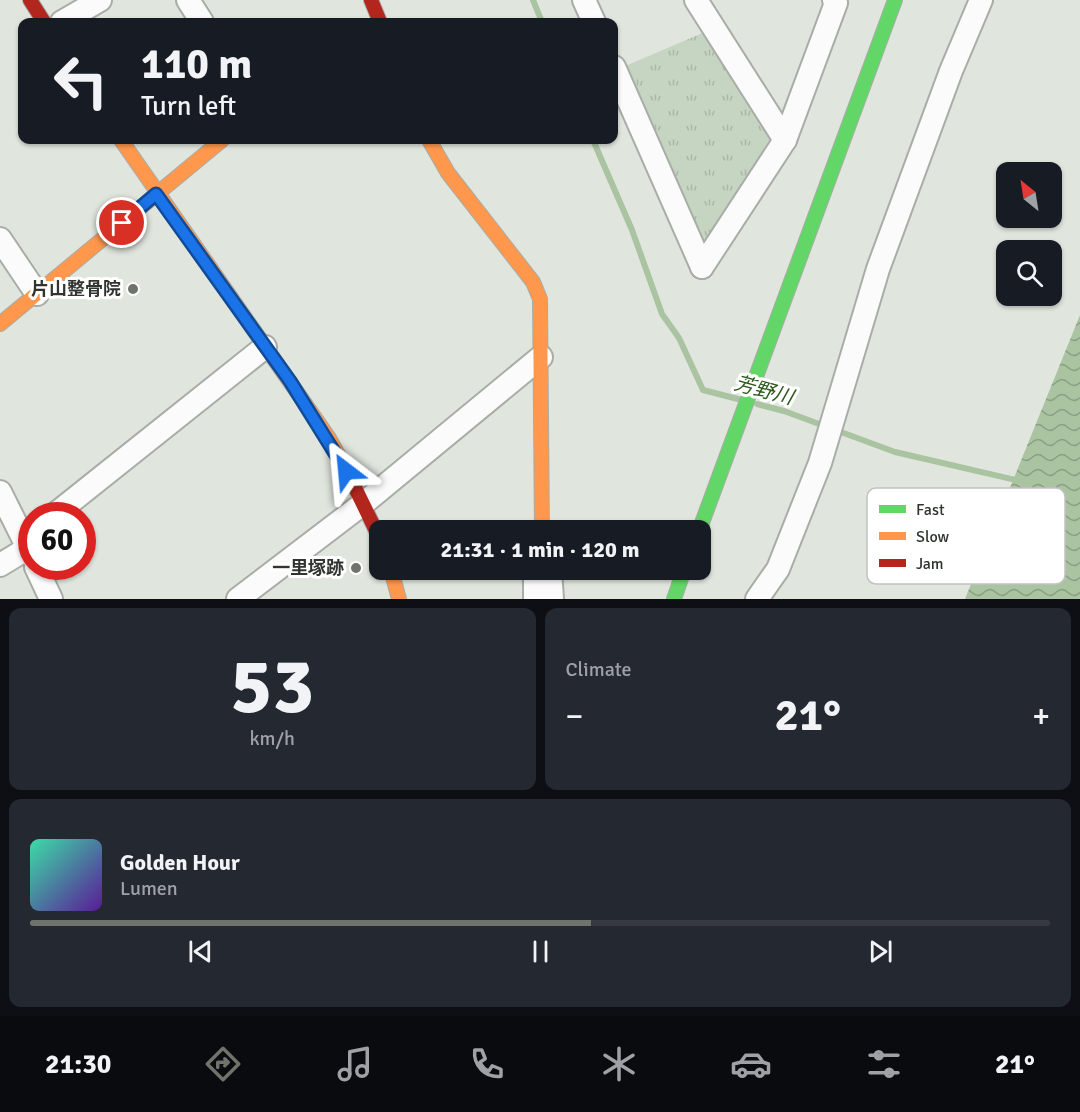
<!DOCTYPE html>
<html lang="en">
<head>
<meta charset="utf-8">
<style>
  body { margin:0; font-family:Signika,"Noto Sans JP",sans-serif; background:#242831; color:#f1f3f6; height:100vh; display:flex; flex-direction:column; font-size:22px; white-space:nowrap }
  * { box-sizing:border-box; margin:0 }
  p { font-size:20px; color:#9ea1a6 }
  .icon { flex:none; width:33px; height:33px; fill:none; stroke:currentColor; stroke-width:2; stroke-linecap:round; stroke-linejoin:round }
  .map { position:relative; height:599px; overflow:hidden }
  .panel { display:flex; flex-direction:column; gap:9px; padding:9px; background:#0d0f14; flex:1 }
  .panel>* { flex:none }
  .top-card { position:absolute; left:18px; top:18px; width:600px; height:126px; border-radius:12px; box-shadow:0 2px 4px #0004; background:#171b24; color:#f1f3f6; overflow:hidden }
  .needle { width:39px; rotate:330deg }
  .fabs { position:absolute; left:996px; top:162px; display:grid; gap:12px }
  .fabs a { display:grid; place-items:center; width:66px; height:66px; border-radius:12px; background:#171b24; box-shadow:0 2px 4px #0004; font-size:30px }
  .speed { position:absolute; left:18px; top:502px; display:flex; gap:12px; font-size:30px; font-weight:700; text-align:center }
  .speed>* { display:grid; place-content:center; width:78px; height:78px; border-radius:50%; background:#171b24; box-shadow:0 2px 4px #0004; line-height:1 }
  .speed .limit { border:9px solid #d22; background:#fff; color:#111 }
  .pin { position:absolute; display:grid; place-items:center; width:51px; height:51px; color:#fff; margin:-26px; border:3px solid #fff; border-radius:50%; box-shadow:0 2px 6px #0007 }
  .me { position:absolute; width:66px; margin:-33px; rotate:331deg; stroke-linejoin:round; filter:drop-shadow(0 0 4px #0008) }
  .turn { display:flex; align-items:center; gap:21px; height:126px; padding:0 24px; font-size:27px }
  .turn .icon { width:78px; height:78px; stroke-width:2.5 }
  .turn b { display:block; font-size:42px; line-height:51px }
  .big { font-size:45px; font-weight:700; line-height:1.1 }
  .panel .card { flex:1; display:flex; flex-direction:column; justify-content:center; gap:9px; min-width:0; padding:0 21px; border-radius:12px; background:#242831 }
  .panel .dial { align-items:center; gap:0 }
  .dial b { font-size:78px; line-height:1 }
  .song { display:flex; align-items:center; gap:18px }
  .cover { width:72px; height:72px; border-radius:9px; background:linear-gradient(135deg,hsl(160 70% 55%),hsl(270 70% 35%)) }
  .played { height:6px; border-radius:3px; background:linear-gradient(90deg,#6e736c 55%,#363941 55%) }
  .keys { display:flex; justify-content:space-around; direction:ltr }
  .heat { display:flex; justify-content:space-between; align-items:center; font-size:33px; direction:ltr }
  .panel .tiles { flex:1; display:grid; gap:9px; grid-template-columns:1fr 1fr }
  .card:last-child { grid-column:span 2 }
  .trip { position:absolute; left:369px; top:520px; width:342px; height:60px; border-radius:12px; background:#171b24; box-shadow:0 2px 4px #0004; font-weight:700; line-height:60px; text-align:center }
  .dock { display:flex; height:96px; justify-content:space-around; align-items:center; background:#090b0e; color:#9ea1a6 }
  .dock .icon { width:42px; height:42px }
  .dock .selected { color:#6e736c }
  .dock b { font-size:27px; color:#f1f3f6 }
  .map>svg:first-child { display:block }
  .park { fill:url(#park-tufts) }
  .water { fill:url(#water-waves) }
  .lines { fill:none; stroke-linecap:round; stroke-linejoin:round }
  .stream { stroke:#aac3a1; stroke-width:6 }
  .street-casing { stroke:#a8ada7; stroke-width:26 }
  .fast-casing { stroke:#a8ada7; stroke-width:16 }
  .slow-casing { stroke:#a8ada7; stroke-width:16 }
  .jam-casing { stroke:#a8ada7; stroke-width:16 }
  .street { stroke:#fafbfa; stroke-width:22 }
  .fast { stroke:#63d668; stroke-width:14 }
  .slow { stroke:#ff974d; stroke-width:14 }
  .jam { stroke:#b3261e; stroke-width:14 }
  .route-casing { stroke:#114b97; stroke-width:15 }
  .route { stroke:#1a73e8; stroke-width:10 }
  .poi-dot { fill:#6e736c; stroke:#fff; stroke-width:2 }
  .labels { text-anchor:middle; stroke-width:6; stroke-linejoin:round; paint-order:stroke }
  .poi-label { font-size:18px; font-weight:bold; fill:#30352f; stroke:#fff; text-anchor:end }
  .water-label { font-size:20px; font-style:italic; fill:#2d581b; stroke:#fff }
  .key { fill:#fff; stroke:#c1c2c1; stroke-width:1.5 }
  .key-label { font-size:16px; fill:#30352f }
</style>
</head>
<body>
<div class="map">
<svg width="1080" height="599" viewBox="0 0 1080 599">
  <defs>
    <pattern id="park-tufts" width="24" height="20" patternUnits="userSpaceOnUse" patternTransform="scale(1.5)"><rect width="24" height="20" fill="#c6d5c1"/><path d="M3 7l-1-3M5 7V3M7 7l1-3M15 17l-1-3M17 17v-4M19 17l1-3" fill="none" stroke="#aab7a6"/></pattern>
    <pattern id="water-waves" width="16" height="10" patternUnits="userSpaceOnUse" patternTransform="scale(1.5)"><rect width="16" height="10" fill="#aac3a1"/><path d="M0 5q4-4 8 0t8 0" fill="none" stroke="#8b9f84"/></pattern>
  </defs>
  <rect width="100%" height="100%" fill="#e0e6de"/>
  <polygon class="park" points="714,28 785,140 700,262 623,67"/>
  <polygon class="water" points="1080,315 1080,599 965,599"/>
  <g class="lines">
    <g class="stream">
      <polyline points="533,0 542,22"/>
      <polyline points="593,140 632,230 662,314 679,338 703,390 738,399"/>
      <polyline points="757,404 784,411 895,452 1020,481"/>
    </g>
    <g class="street-casing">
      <g id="street">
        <polyline points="188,0 202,22"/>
        <polyline points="584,0 594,22"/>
        <polyline points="696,0 785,140"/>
        <polyline points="62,22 100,0"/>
        <polyline points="614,67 702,267"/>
        <polyline points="0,239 37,294"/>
        <polyline points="702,267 785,140 836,3 834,0"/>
        <polyline points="0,492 32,556"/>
        <polyline points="53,516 265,347"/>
        <polyline points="0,565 28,548"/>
        <polyline points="36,567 51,599"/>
        <polyline points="550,570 552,599"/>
        <polyline points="238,599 364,503 541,357"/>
        <polyline points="535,599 535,570"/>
        <polyline points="757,599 778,569 820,463 878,269 951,71 981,0"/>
      </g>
    </g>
    <g class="fast-casing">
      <g id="fast">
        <polyline points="699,531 895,0"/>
        <polyline points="674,599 684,570"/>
      </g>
    </g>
    <g class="slow-casing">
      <g id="slow">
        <polyline points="121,140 329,438 346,469"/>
        <polyline points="429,140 448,173 533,282 540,299 542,531"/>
        <polyline points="0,324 222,140"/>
        <polyline points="391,570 399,599"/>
      </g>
    </g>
    <g class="jam-casing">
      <g id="jam">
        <polyline points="30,0 44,22"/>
        <polyline points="371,0 380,22"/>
        <polyline points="346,469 380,539"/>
      </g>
    </g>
    <use href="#street" class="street"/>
    <use href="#fast" class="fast"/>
    <use href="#slow" class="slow"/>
    <use href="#jam" class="jam"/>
  </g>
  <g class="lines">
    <g class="route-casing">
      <polyline id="route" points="122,223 156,194 290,381 346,471"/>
    </g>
    <use href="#route" class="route"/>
  </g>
  <g class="poi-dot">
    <circle cx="133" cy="289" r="6"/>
    <circle cx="356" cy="568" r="6"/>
  </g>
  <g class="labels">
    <g class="poi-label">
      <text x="121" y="295">片山整骨院</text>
      <text x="344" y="574">一里塚跡</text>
    </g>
    <g class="water-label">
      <text transform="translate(764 390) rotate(15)" y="7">芳野川</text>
    </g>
  </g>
  <rect x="867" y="488" width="198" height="96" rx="9" class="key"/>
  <rect x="879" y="505" width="27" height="8" fill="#63d668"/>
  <rect x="879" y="532" width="27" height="8" fill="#ff974d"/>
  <rect x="879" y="559" width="27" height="8" fill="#b3261e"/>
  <g class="key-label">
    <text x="916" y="515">Fast</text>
    <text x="916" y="542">Slow</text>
    <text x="916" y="569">Jam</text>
  </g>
</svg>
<div class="fabs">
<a><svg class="needle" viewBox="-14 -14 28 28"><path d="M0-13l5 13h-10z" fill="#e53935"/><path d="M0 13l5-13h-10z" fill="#9ea1a6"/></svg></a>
<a><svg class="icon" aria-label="search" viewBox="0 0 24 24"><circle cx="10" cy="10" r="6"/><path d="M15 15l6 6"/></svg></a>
</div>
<div class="speed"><div class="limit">60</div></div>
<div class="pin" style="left:122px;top:223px;background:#d93025"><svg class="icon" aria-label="arrive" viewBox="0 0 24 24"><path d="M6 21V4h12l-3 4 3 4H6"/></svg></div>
<svg class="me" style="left:346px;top:471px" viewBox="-20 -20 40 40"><path d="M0-17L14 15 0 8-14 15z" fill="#1a73e8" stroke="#fff" stroke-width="4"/></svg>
<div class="trip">21:31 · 1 min · 120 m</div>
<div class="top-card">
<div class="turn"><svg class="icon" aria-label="left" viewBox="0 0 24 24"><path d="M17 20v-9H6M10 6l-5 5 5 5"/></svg><div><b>110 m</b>Turn left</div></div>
</div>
</div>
<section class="panel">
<div class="tiles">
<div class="card dial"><b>53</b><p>km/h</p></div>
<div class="card"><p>Climate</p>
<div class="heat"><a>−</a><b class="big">21°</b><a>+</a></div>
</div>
<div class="card">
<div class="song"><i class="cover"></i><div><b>Golden Hour</b><p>Lumen</p></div></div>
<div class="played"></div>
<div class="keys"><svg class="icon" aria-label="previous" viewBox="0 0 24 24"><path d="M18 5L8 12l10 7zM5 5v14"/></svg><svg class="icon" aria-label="pause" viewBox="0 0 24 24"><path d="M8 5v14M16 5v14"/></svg><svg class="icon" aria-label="next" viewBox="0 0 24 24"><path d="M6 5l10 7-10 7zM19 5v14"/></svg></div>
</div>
</div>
</section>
<nav class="dock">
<b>21:30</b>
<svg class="icon selected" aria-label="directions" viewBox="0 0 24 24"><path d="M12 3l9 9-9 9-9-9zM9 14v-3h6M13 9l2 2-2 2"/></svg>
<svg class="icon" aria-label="music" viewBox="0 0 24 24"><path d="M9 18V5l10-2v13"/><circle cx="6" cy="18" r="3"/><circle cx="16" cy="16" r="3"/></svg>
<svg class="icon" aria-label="phone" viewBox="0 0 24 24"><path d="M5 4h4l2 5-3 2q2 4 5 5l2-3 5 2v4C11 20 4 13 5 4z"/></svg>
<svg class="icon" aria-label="climate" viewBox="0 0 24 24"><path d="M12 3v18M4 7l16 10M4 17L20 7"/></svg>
<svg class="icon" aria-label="car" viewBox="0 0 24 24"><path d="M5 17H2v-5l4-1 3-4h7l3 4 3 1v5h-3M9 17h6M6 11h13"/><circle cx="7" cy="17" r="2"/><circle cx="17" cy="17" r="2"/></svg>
<svg class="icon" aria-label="filters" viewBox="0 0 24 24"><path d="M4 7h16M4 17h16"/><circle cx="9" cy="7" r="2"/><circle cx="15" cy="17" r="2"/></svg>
<b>21°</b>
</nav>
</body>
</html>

WHAT IS NEEDED
Gather up every line from the listing above in which the word "played" occurs.

EXERCISE SOLUTION
  .played { height:6px; border-radius:3px; background:linear-gradient(90deg,#6e736c 55%,#363941 55%) }
<div class="played"></div>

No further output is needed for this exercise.